• **Information supplied**
--- START ---
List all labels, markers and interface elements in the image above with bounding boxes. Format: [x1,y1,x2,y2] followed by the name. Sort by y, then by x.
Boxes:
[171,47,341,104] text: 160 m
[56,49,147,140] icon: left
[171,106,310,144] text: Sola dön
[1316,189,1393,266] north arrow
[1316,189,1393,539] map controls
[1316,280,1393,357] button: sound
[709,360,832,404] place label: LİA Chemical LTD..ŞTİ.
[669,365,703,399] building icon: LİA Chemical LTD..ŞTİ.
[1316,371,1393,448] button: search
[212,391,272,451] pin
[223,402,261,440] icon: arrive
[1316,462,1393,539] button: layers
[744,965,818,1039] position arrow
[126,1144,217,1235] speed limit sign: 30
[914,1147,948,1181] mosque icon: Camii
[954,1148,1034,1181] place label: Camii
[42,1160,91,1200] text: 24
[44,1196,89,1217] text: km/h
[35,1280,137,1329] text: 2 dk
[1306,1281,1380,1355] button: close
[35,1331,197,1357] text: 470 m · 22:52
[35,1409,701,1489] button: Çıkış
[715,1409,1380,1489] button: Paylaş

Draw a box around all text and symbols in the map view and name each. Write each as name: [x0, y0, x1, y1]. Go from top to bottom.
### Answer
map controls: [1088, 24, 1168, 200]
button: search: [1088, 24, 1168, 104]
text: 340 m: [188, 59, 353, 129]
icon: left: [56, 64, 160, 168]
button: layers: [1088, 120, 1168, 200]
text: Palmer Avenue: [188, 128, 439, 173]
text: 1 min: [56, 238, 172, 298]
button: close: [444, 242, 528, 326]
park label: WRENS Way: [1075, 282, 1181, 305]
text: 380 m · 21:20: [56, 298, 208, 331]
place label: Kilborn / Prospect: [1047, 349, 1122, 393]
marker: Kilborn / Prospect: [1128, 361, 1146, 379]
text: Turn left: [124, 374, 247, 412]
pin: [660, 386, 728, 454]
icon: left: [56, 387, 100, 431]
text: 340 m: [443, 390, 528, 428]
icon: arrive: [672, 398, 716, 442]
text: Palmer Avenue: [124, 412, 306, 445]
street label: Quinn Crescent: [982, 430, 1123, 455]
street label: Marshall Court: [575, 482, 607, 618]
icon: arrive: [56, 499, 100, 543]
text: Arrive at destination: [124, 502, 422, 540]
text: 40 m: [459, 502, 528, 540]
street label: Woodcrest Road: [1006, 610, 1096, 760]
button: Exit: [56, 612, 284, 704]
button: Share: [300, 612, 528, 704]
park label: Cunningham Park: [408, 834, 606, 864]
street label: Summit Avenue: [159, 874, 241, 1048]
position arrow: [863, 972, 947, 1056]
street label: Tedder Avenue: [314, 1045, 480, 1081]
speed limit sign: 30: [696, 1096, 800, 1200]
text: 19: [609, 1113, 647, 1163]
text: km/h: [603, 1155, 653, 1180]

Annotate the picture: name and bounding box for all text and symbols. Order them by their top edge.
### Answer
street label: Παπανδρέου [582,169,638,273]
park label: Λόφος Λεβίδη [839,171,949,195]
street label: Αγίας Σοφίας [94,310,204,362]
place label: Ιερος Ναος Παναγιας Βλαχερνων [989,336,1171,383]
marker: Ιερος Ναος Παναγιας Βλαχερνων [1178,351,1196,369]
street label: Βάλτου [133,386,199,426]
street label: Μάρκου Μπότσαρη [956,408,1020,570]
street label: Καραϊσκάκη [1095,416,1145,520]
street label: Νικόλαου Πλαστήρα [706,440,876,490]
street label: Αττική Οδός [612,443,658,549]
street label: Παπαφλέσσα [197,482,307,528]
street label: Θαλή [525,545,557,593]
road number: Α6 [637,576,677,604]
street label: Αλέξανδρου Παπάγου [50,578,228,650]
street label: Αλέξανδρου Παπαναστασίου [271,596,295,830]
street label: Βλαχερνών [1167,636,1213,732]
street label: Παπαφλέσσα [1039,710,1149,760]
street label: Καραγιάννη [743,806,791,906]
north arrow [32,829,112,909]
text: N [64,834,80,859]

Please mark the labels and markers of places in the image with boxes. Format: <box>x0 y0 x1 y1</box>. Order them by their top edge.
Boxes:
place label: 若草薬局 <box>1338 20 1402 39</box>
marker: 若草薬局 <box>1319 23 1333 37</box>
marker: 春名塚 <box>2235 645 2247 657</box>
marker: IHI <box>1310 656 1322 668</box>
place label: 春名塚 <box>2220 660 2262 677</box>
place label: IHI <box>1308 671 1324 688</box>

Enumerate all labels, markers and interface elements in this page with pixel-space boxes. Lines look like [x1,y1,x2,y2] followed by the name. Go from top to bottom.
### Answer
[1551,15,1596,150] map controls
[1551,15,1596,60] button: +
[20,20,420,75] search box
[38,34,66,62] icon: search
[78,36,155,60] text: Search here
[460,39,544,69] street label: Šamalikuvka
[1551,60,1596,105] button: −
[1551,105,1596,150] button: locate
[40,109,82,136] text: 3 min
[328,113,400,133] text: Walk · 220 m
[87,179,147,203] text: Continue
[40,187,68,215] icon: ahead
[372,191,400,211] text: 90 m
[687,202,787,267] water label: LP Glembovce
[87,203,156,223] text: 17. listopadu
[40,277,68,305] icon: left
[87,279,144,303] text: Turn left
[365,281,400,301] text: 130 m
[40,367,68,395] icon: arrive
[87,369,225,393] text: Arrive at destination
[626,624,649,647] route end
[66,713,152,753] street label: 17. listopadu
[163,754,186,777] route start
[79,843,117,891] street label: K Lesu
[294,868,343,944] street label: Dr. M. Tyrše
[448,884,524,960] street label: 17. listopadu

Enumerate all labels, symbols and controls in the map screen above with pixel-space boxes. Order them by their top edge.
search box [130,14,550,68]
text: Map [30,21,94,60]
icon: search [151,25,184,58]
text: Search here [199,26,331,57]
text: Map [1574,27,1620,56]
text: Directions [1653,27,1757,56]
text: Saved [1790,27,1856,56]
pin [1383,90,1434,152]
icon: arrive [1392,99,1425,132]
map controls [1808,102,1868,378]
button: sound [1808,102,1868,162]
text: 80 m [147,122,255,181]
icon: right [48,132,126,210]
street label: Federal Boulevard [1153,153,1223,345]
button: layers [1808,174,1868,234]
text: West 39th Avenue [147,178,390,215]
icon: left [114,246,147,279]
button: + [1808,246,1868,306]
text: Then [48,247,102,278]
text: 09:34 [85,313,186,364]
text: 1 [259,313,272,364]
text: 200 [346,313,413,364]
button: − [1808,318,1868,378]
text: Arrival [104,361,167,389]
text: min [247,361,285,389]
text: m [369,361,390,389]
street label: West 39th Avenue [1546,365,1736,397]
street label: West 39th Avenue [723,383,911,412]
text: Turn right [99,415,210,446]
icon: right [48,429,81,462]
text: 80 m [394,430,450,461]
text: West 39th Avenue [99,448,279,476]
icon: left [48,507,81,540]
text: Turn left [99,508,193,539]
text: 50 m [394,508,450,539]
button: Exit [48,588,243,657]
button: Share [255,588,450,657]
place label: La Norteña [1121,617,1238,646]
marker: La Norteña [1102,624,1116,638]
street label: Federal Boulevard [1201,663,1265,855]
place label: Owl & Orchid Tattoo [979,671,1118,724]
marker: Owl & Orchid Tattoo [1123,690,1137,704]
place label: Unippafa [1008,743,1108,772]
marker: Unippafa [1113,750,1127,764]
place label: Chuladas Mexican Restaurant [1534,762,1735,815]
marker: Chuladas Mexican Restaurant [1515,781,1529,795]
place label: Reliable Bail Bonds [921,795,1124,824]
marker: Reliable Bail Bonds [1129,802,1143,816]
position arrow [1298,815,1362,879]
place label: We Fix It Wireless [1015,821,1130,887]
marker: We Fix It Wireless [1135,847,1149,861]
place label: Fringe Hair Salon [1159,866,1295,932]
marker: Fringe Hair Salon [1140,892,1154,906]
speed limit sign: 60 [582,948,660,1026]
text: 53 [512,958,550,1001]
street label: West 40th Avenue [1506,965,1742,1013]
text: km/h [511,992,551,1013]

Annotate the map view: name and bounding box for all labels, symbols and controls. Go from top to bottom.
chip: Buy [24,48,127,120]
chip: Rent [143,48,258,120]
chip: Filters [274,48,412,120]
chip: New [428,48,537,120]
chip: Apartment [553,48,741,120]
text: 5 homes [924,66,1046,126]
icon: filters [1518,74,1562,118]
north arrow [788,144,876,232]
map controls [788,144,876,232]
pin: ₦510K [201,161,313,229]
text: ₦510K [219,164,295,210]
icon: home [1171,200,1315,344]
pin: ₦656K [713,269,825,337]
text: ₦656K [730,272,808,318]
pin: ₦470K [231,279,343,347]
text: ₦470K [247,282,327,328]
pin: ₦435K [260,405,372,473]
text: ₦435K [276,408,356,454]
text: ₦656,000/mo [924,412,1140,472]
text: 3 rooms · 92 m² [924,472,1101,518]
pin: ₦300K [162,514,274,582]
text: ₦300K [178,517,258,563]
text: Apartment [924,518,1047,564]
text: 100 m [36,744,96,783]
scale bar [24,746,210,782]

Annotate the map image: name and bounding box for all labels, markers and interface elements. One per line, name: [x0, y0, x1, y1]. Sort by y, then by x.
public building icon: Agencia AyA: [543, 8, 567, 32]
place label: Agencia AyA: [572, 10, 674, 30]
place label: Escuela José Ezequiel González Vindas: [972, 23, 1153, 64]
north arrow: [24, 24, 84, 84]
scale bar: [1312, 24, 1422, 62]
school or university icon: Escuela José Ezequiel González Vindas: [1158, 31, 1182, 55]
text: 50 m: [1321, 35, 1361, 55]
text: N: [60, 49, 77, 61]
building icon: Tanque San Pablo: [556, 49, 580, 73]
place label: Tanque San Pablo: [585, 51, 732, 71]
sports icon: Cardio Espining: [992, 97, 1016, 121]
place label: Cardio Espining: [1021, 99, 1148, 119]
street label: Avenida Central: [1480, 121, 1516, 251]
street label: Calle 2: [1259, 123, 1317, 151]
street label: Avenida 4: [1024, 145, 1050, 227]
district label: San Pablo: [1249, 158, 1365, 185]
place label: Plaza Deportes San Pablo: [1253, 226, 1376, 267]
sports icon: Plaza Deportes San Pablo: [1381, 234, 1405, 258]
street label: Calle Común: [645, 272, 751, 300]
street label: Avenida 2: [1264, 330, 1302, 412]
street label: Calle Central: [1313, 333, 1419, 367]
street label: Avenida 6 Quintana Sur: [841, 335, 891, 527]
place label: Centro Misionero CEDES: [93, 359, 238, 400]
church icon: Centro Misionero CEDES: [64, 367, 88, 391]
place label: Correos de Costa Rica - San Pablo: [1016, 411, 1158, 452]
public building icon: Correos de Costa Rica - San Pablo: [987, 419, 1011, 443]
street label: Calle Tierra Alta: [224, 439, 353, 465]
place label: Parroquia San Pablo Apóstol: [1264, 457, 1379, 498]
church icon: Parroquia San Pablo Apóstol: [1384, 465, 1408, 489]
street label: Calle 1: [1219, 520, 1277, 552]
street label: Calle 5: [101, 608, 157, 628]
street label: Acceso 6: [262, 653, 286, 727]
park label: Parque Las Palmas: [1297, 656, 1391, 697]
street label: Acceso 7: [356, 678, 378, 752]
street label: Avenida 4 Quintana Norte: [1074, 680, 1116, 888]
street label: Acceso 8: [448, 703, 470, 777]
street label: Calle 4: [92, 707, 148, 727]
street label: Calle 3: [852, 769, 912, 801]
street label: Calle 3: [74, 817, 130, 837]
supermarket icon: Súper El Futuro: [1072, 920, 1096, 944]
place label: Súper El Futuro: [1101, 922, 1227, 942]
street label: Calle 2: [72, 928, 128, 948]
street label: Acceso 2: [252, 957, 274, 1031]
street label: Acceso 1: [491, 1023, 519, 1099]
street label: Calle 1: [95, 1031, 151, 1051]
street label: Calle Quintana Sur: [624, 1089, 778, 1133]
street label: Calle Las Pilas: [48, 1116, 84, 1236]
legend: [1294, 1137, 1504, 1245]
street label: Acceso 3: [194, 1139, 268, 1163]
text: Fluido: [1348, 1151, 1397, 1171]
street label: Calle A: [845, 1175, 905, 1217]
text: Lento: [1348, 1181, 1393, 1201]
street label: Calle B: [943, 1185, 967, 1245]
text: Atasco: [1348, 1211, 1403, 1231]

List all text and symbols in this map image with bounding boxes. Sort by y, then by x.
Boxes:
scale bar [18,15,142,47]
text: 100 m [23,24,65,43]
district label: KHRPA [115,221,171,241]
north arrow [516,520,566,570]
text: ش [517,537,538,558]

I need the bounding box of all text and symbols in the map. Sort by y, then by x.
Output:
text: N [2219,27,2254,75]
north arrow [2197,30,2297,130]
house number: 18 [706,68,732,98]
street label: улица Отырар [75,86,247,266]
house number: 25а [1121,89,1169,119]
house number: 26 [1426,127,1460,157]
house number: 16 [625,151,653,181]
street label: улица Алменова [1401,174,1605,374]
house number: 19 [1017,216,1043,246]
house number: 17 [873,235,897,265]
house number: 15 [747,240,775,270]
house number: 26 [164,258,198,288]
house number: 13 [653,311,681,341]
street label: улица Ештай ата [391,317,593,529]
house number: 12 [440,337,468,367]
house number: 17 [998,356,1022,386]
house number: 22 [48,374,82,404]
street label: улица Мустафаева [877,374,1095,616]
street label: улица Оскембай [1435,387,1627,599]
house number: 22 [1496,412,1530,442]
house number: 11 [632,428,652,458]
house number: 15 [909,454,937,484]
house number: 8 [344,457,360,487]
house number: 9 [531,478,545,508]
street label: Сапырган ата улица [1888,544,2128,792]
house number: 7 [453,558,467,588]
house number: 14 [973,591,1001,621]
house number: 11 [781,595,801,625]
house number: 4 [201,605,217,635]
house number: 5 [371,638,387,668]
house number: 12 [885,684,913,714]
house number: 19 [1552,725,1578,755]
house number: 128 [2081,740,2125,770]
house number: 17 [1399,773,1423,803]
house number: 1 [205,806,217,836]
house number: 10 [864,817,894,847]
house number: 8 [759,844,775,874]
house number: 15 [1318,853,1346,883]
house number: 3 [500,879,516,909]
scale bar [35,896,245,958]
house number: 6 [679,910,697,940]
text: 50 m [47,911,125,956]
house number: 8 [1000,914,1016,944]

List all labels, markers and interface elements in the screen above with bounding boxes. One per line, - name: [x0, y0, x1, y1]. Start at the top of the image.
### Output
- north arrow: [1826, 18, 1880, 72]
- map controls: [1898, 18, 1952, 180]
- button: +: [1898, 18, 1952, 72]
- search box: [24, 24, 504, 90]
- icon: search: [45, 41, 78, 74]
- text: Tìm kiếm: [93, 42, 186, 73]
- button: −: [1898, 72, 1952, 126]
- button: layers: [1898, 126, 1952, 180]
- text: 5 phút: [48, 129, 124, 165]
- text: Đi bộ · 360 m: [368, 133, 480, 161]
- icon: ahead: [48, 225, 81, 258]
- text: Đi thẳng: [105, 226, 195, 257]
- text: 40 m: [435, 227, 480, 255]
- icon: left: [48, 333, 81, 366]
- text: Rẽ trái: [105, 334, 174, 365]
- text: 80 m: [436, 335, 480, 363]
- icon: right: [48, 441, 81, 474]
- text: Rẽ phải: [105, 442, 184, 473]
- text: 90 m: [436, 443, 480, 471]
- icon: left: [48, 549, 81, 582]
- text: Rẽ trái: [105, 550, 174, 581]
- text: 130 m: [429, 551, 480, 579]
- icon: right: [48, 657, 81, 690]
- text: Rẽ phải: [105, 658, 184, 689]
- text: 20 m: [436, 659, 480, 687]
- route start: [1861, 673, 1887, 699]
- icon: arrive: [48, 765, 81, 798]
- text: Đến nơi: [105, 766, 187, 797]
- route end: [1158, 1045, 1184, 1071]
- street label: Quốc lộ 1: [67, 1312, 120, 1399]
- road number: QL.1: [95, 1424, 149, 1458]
--- END ---
• **Problem statement**
Every line above that includes the string "Tattoo" needs to be copied.

• **Answer box**
place label: Owl & Orchid Tattoo [979,671,1118,724]
marker: Owl & Orchid Tattoo [1123,690,1137,704]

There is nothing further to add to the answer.